In the past I would have seen this as an abject personal failure and derided myself for flaking out on another goal. Yet, through my recent, more creative, endeavours it is clear that achieving something on the first attempt is not the path to greatness in terms of the work or personal growth. As I found out in a recent interview: it is the struggle that makes it worth doing.
Not Failure, Experience
Having said this, I have had an incredibly productive month. Maybe I didn’t complete NaNoWriMo, or get written every blog post that I had planned, but then I wrote posts that I hadn’t planned. In fact, I was writing almost every day, just not always on the project that I had intended. I was also still coming up with new ideas; the creativity is still there, I just need a little more perseverance utilising it fully.
It has also helped me reassess my approach to writing. I had always assumed that the best time for me to write was, as they sometimes say with exercise, to get up early and get it done before your body/brain realises what is going on. Well, maybe my brain is too switched on, because it couldn’t be fooled like that. Early morning attempts at writing just resulted in the usual residual guilt of ‘you have other stuff you should be doing…’
Try Something New
If it’s not working then try something else. So my original plan of action was a bust, so what else can I try? Writing in the morning, well, writing fiction at least, hasn’t worked for me, so maybe I need to mix it up a bit. How about writing in the evening? So far I am still in the procrastination stage with this one – oh, the joys of procrastination! But it makes sense. All I need to do is get into the habit of switching the TV off and opening up the laptop to write.
Easier said than done…
Breaking the Habit
I was recently reading about the creative process (a planned blog post book review that hasn’t yet materialised…) and it was pointed out that a key aspect is the role of ritual. That is, creativity is not a burst of creative genius that comes out in sporadic explosions of frenzy, but a protracted act of repetition – sitting down day after day to worship at the altar of the creative process.

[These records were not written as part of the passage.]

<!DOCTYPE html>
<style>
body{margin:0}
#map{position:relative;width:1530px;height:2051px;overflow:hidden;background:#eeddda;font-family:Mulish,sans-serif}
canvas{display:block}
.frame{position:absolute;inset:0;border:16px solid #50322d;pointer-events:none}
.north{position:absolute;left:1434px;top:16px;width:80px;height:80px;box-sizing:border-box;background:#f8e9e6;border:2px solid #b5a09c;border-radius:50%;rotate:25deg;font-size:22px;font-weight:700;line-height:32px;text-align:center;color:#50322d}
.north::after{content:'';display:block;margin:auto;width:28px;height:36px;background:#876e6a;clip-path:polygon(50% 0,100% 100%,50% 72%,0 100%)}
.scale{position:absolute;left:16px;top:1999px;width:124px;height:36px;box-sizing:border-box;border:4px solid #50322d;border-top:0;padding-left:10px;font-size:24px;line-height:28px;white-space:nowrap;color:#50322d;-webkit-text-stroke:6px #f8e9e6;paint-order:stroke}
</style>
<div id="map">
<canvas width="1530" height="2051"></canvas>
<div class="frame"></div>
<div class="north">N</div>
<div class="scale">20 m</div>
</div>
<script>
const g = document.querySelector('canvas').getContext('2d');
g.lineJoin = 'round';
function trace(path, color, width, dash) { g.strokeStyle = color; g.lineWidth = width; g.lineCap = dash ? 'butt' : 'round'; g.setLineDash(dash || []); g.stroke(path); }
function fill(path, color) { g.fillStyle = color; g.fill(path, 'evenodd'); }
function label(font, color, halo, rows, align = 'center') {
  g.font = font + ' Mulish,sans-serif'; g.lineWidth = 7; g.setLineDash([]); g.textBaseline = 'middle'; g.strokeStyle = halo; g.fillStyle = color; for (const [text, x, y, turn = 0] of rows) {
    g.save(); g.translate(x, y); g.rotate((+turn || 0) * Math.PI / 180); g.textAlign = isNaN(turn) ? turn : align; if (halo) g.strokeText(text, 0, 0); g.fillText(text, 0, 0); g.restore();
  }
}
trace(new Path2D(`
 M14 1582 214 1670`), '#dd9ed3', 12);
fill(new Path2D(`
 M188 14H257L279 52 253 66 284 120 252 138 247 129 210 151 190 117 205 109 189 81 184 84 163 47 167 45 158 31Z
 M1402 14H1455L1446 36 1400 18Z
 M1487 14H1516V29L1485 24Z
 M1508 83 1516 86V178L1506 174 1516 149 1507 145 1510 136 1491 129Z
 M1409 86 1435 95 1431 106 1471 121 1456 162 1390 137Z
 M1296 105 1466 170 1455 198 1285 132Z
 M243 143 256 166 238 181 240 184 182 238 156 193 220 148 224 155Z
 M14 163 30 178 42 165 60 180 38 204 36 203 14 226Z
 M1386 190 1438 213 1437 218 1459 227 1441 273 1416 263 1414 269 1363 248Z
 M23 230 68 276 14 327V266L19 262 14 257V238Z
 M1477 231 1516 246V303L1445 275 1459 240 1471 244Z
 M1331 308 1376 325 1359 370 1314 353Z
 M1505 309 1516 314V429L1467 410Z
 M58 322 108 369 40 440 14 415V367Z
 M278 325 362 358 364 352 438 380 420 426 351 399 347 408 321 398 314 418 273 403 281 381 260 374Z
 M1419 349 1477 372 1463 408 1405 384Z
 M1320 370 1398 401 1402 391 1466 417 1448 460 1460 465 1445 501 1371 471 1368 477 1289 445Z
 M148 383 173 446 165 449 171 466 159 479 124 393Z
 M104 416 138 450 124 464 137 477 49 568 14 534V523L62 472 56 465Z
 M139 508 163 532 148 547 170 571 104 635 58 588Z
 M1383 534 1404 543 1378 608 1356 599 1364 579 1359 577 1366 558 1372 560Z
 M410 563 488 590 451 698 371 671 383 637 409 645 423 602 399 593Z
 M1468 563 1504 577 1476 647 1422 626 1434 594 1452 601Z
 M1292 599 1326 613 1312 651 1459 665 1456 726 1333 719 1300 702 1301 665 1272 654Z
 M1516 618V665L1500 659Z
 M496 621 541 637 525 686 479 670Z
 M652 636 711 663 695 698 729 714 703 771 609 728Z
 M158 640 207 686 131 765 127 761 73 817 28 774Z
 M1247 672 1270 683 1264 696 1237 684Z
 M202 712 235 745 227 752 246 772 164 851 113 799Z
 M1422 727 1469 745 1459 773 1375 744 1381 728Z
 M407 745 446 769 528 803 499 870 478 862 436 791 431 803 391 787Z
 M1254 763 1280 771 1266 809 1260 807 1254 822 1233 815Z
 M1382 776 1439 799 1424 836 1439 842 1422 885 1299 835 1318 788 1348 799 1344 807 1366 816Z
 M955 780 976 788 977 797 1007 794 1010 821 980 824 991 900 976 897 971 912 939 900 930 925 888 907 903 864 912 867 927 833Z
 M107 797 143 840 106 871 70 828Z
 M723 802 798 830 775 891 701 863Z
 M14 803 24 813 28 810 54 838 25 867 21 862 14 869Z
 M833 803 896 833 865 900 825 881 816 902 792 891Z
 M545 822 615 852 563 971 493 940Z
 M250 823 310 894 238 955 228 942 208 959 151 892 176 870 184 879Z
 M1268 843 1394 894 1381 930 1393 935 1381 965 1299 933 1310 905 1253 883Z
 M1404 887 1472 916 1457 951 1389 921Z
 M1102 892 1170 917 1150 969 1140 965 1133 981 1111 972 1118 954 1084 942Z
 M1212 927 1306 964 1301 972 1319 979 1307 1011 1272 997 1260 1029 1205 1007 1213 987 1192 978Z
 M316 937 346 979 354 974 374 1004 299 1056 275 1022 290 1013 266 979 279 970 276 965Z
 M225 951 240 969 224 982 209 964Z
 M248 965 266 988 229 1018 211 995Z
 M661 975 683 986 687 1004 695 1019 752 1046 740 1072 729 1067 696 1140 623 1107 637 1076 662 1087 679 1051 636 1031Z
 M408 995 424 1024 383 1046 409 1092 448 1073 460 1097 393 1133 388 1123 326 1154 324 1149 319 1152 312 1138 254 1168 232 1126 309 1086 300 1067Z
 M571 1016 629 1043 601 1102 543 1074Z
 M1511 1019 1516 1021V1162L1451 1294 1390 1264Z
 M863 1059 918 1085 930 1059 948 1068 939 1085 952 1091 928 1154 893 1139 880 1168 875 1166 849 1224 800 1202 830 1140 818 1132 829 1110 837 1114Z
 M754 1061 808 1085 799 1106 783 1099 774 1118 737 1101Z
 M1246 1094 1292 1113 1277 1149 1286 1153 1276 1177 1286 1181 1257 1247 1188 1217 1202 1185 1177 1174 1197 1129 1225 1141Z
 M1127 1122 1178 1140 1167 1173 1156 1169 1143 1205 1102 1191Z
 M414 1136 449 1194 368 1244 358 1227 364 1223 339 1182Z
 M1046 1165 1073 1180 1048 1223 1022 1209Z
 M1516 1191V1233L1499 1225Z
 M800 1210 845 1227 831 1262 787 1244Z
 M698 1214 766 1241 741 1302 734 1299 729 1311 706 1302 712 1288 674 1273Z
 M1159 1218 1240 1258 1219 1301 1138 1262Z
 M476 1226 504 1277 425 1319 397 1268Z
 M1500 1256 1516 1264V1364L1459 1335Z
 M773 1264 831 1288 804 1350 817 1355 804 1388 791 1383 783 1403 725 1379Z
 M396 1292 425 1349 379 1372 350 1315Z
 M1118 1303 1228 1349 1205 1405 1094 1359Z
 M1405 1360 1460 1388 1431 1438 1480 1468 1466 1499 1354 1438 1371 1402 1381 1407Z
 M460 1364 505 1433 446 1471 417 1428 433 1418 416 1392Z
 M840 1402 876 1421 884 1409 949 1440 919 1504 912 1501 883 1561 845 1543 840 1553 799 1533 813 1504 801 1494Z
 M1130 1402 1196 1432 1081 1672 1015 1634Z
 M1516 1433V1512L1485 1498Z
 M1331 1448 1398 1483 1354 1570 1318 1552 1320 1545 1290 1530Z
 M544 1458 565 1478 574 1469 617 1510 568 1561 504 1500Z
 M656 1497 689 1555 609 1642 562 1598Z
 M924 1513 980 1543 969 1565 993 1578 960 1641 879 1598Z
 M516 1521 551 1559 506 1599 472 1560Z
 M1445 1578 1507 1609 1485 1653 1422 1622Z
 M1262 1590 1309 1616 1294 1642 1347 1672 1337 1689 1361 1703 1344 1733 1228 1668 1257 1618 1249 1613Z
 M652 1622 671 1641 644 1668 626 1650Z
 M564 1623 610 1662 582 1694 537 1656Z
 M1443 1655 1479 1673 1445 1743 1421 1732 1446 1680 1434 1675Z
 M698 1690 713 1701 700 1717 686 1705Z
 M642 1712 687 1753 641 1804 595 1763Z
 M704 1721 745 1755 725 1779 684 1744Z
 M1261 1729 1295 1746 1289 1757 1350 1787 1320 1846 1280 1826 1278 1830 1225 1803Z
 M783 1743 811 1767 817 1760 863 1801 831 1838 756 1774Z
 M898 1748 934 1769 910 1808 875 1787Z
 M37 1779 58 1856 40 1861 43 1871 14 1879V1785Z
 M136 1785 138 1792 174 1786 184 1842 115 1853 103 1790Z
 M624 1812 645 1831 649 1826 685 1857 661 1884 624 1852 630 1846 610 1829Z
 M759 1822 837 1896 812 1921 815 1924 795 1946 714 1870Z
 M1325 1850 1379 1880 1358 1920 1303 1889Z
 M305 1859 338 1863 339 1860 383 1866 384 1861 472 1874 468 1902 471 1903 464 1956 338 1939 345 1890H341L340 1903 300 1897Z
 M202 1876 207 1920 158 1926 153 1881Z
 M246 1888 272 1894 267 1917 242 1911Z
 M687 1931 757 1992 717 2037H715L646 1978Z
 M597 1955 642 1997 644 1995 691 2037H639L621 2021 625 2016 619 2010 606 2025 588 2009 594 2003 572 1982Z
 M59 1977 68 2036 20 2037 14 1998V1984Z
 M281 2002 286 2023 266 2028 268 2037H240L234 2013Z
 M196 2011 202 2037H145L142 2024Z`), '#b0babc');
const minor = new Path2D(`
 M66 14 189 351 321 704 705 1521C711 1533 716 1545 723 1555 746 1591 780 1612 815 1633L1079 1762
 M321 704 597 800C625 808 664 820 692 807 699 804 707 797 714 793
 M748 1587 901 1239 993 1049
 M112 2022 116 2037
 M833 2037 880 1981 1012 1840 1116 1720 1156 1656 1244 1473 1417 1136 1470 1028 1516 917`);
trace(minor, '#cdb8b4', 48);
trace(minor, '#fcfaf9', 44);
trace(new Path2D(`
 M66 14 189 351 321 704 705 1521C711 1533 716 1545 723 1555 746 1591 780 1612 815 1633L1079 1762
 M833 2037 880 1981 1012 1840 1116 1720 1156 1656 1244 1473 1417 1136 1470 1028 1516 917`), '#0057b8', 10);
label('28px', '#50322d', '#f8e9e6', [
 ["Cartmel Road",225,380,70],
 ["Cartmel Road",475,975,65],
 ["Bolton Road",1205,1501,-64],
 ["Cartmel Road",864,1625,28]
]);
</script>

Maybe this is where I am going wrong. A friend of mine, during a casual conversation about rituals and social interaction (we all have those, right?), was aghast when I said I didn’t have any personal rituals of my own. My life is chaos. No set routine, no particular order. I’d like to think it’s the mark of a truly creative brain, but then what use is creativity without productivity.
Creative and Productive Balance
The truth is you can be the most creative individual in the world, but no one will know if you cannot convert that creativity into a concrete reality. Whatever form that may take, it does not matter, but while it is in your head, what is the point? And, perhaps more importantly, how can you grow and progress if you don’t bring things into reality and see how they perish or flourish without the protective blanket of your imagination?
The true mark of an artist is to find a balance between the two – the creative spirit and the productive habit. Some aspects of these two come more naturally than others. If nothing else, this month has taught me that maybe one of those things needs a little more nurturing than the other at this moment if I want to progress and get all these things out of my head and into the physical realm.